Name: ______

Biology Chapter 21 Community Ecology Vocabulary

1. The five major types of close interactions, or ______, among species are: predation, parasitism, competition, mutualism, and commensalism.

2. – 3. Predation is a powerful force in a community. In predation, one individual, the ______, captures, kills, and consumes another individual, the ______.

4. Deception is important in antipredator defenses.
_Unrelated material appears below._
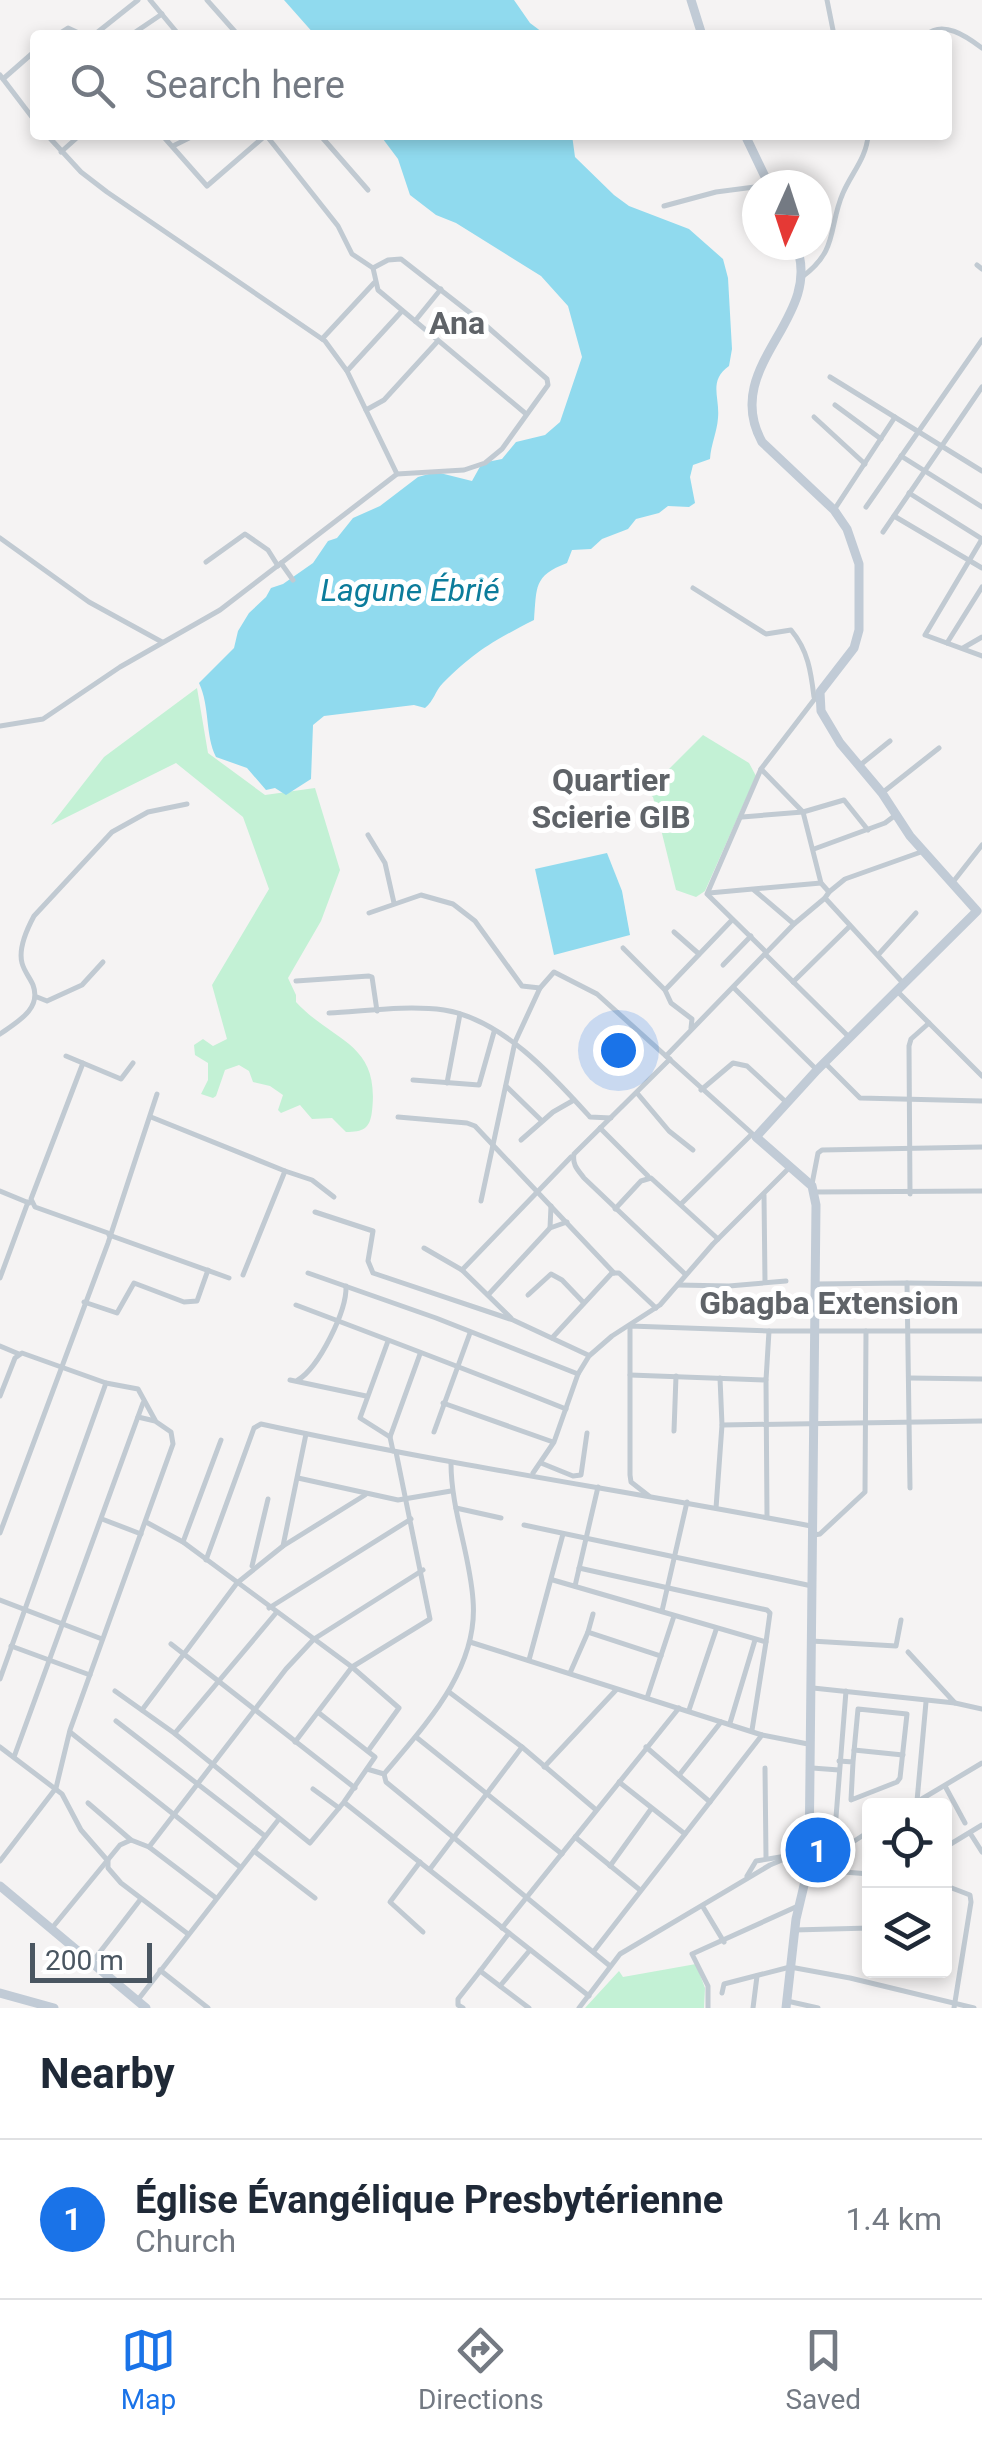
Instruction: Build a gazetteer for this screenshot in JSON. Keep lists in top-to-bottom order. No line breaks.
{"districts":["Ana","Quartier Scierie GIB","Gbagba Extension"],"water":["Lagune Ébrié"],"scale_bar":"200 m","north":"bottom","page":{"search":"Search here","pins":"1","scale":"200 m","heading":"Nearby","list":[{"mark":"1","name":"Église Évangélique Presbytérienne","note":"Church","value":"1.4 km"}],"nav":["Map","Directions","Saved"]}}
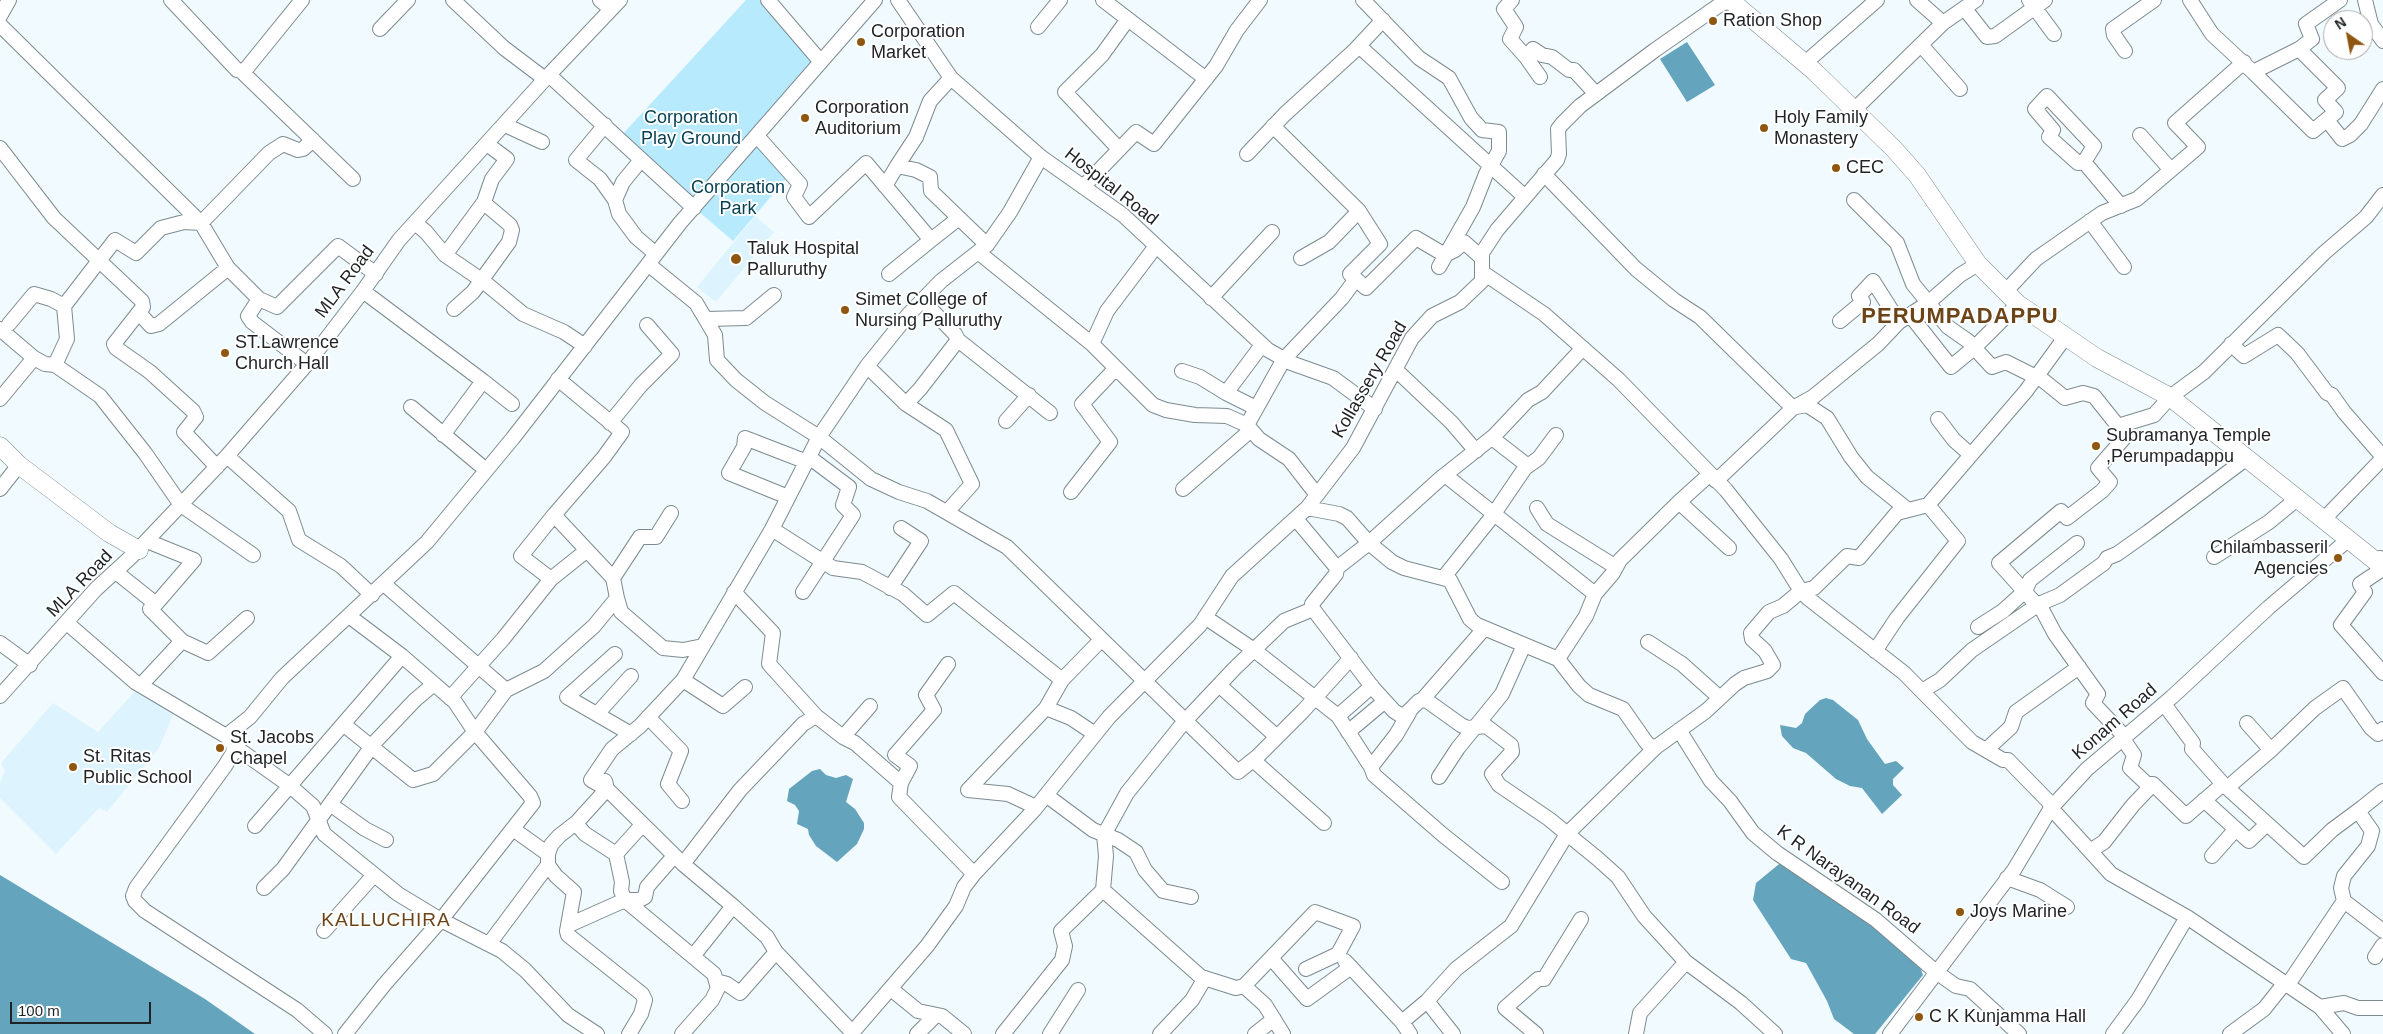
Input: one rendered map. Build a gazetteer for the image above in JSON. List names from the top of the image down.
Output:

In a defense called ______, a harmless species resembles a poisonous or distasteful species.

5. Animals that eat plants are known as ______. Ecologists usually classify the relationship between plants and herbivores as a form of predation.

6. They synthesize chemicals from products of their metabolism, called ______, that are poisonous, irritating,

7. – 9. ______is a species interaction that resembles predation in that one individual is harmed while the other individual benefits. In parasitism, one individual, known as the ______, feeds on another individual, known as the ______. But while most forms of predation immediately remove an individual of the prey species from the population, parasitism usually does not result in the immediate death of the host.

10. – 11. Parasites can be grouped into two general categories, based on how they interact with their host. ______are external parasites; they live on their host but do not enter the host’s body. Examples of these are ticks, fleas, lice, leeches, lampreys, and mosquitoes. ______are internal parasites, and they live inside the host’s body

12. ______results from fundamental niche overlap—the use of the same limited resource by two or more species.

13. Ecologists use the principle of ______to describe situations in which one species is eliminated from a community because of competition for the same limited resource. In competitive exclusion, one species uses the resource more efficiently and has a reproductive advantage that eventually eliminates the other species.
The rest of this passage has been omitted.